§ **Records to use**:
******************************
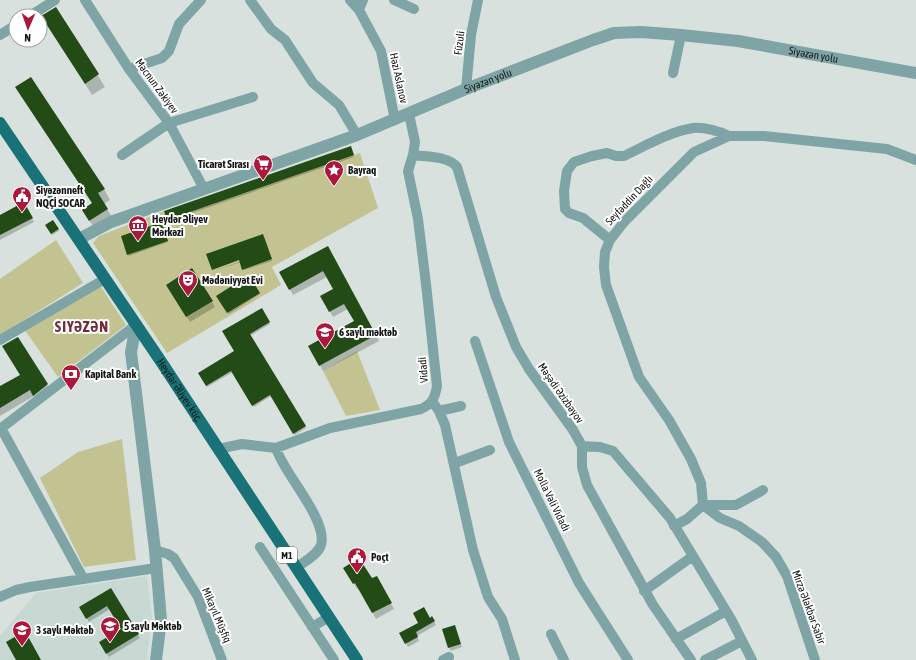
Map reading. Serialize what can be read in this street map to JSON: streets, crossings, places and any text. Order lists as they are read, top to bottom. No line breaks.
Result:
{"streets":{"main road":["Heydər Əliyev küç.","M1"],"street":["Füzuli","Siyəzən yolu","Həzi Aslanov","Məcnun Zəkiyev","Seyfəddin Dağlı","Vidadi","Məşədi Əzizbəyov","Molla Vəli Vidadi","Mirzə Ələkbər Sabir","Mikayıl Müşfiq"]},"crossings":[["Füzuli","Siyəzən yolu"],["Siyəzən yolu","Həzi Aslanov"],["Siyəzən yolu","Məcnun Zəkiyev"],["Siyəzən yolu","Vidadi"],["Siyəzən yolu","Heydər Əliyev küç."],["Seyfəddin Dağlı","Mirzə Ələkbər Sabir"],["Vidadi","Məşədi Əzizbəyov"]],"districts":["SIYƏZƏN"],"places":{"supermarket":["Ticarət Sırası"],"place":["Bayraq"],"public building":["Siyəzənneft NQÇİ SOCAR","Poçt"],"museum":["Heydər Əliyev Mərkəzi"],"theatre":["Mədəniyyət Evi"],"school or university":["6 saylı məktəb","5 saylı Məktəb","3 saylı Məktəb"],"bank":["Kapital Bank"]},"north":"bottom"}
******************************
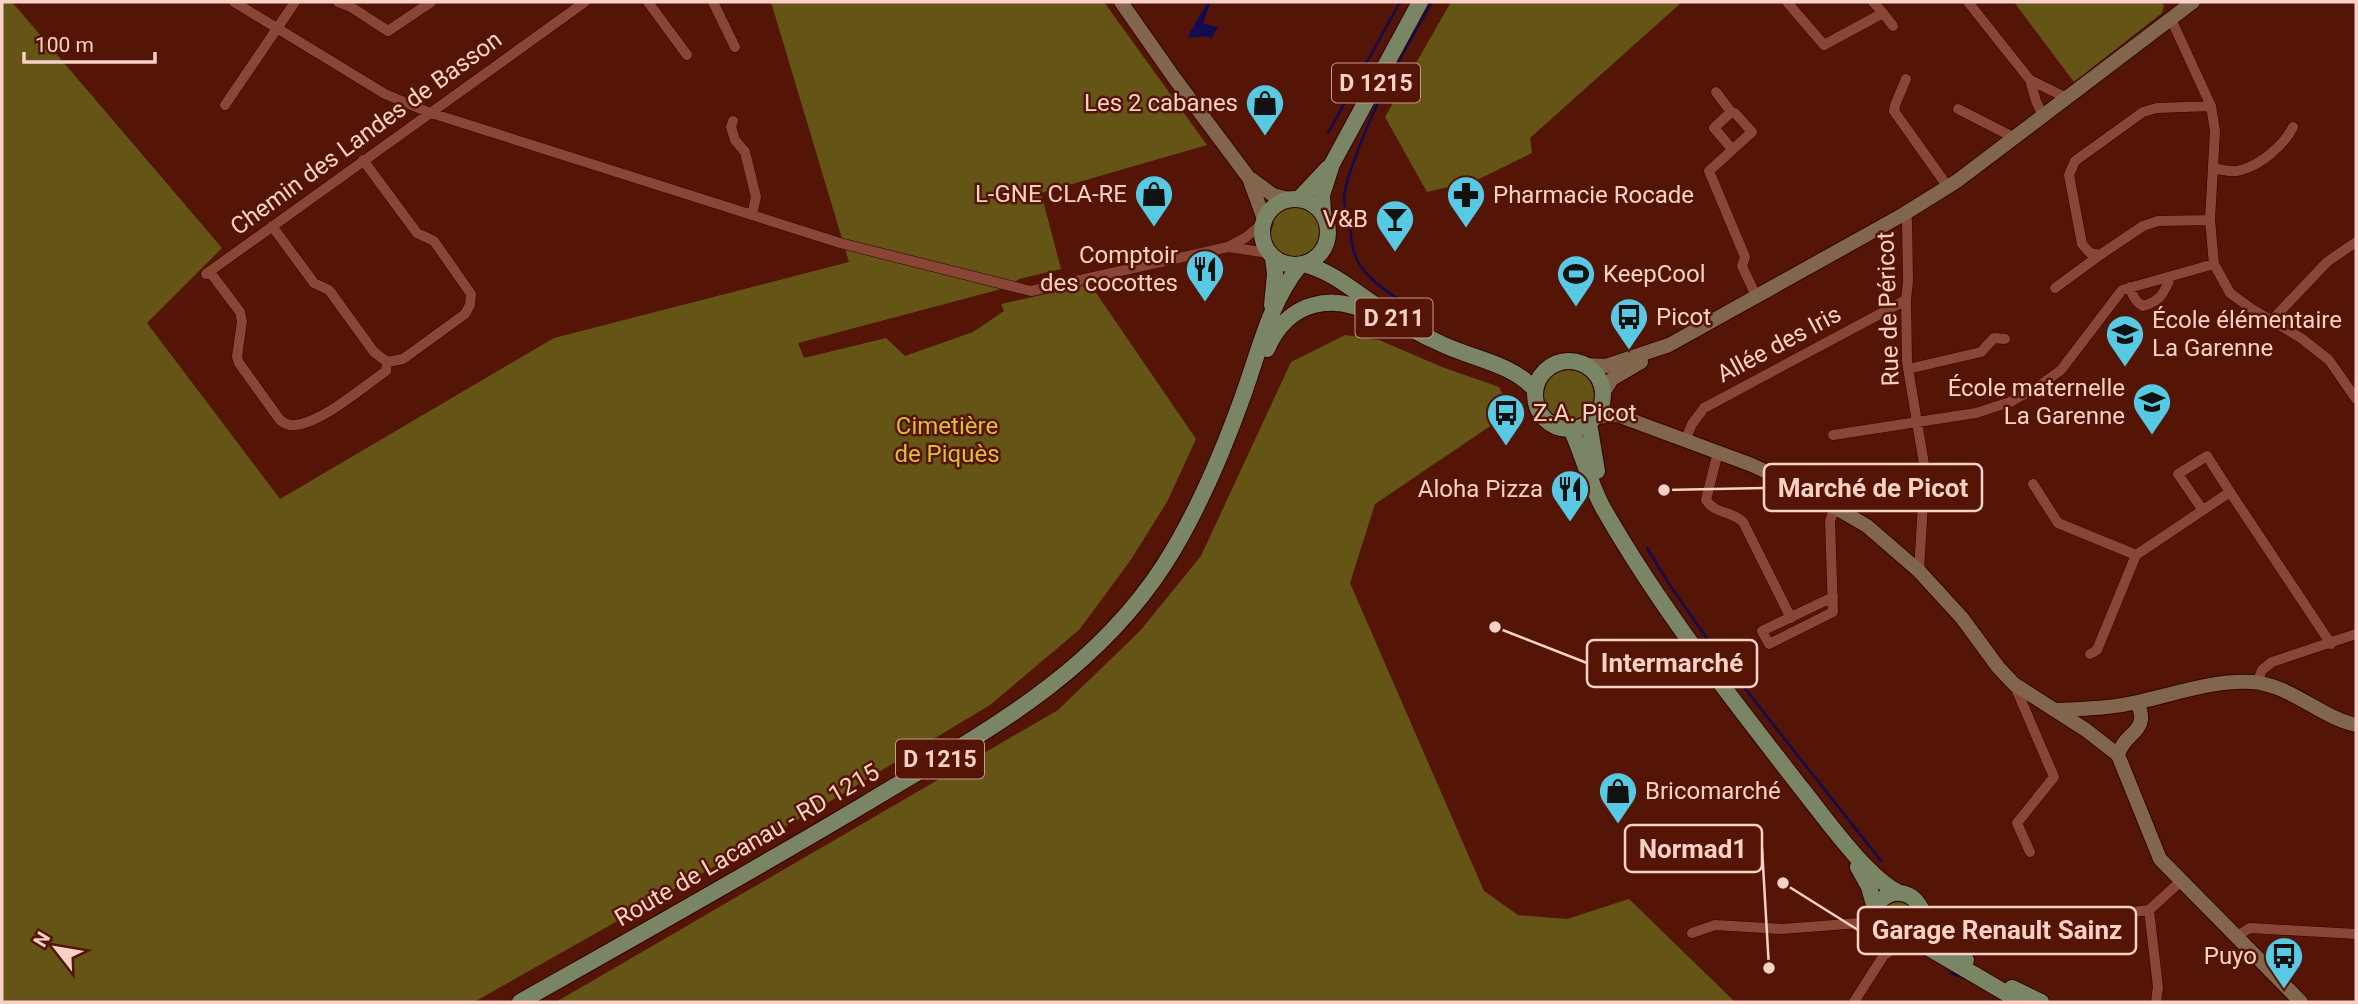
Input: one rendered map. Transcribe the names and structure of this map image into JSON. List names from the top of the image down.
******************************
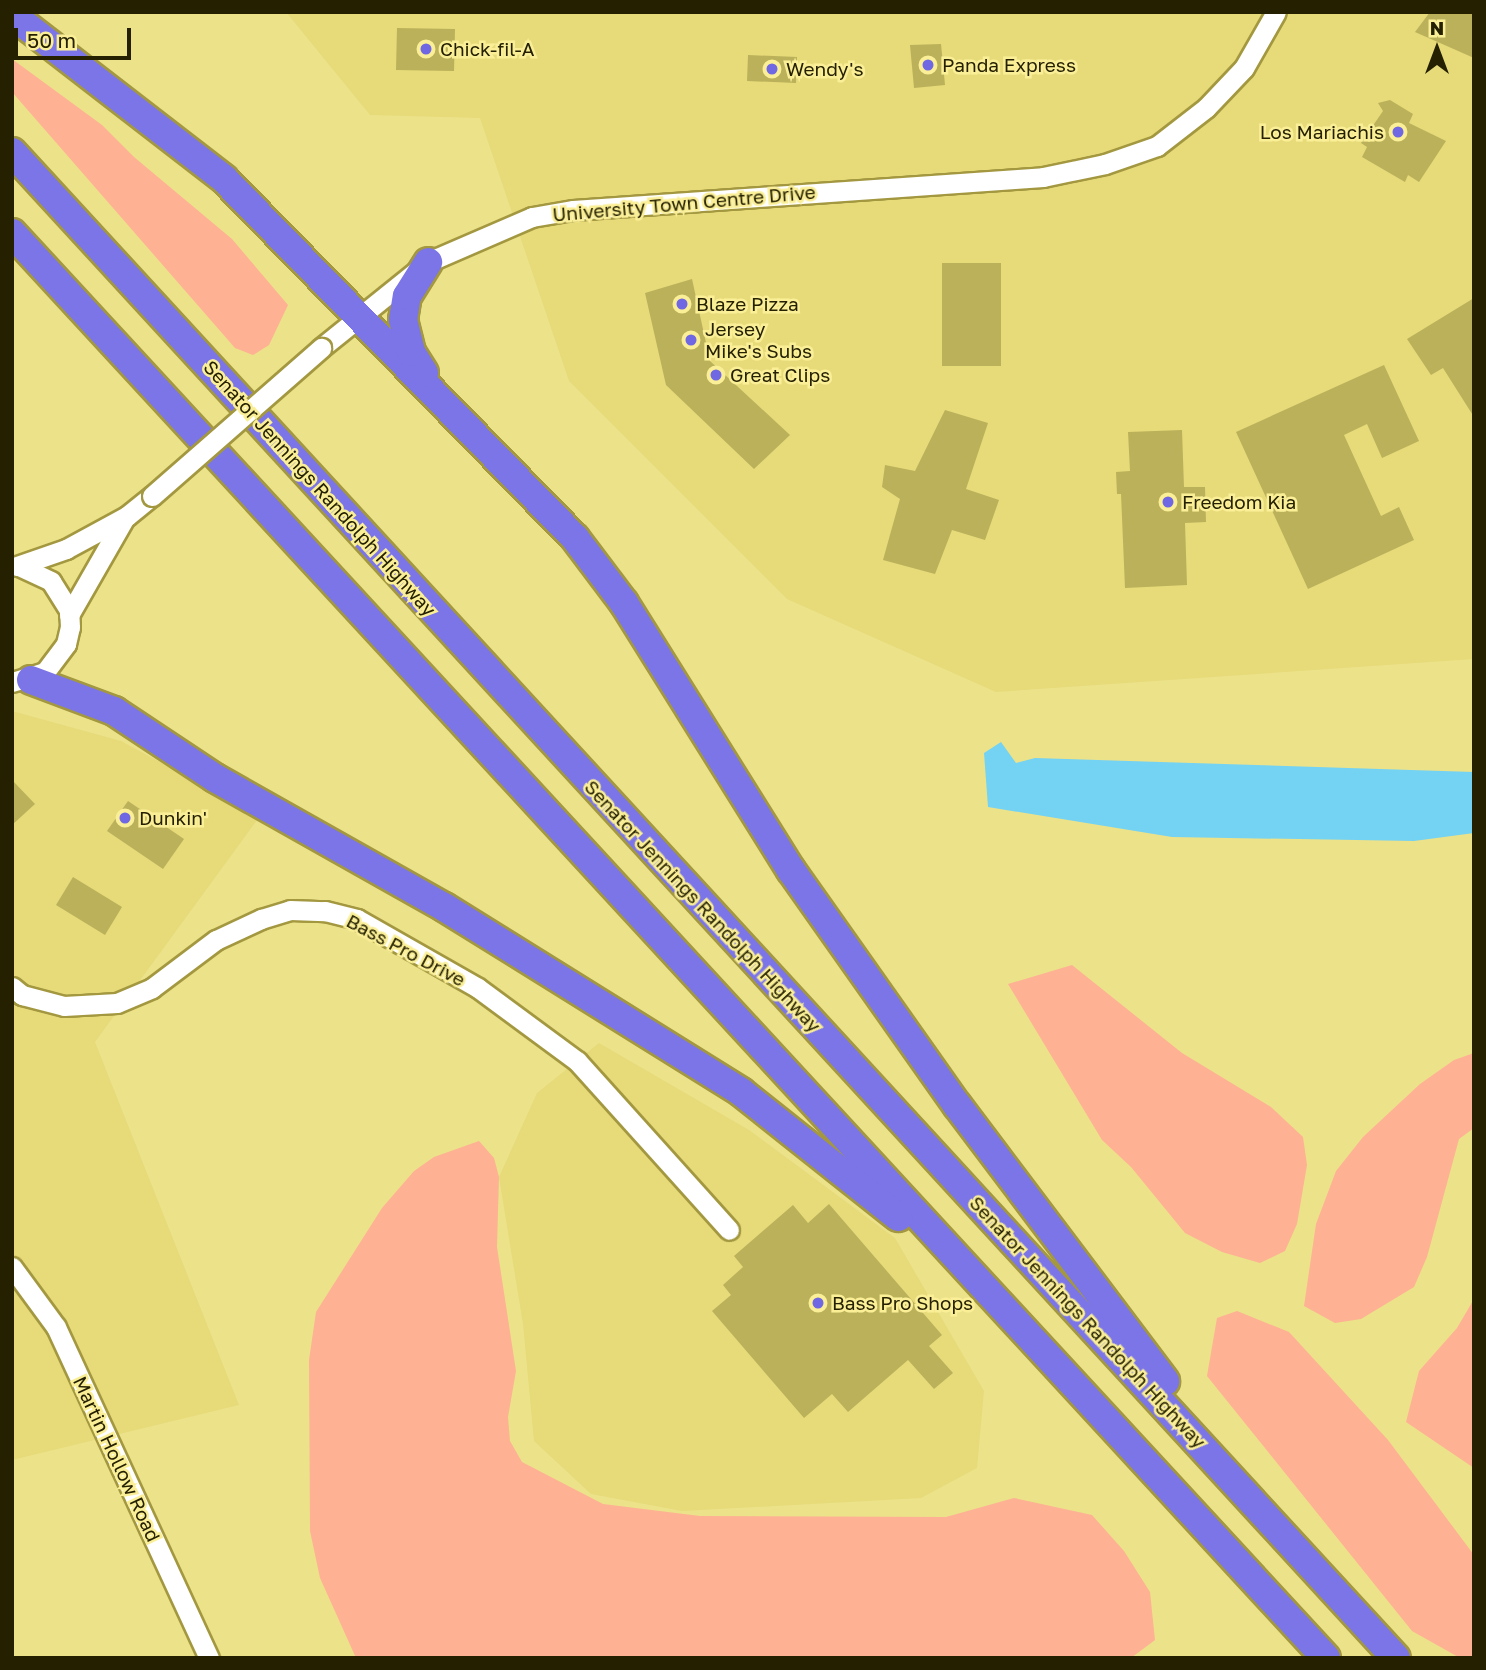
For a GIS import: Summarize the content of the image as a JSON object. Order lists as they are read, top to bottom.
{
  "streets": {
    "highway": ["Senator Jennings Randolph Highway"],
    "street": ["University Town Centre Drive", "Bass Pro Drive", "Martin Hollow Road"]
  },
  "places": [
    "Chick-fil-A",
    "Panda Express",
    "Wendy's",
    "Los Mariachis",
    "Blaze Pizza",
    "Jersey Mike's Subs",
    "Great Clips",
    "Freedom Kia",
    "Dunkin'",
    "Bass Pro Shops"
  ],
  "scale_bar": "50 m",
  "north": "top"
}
******************************
Count the lines in the records above that contain the word "this", and reply with that number alone.

§ **Output of the task**: 2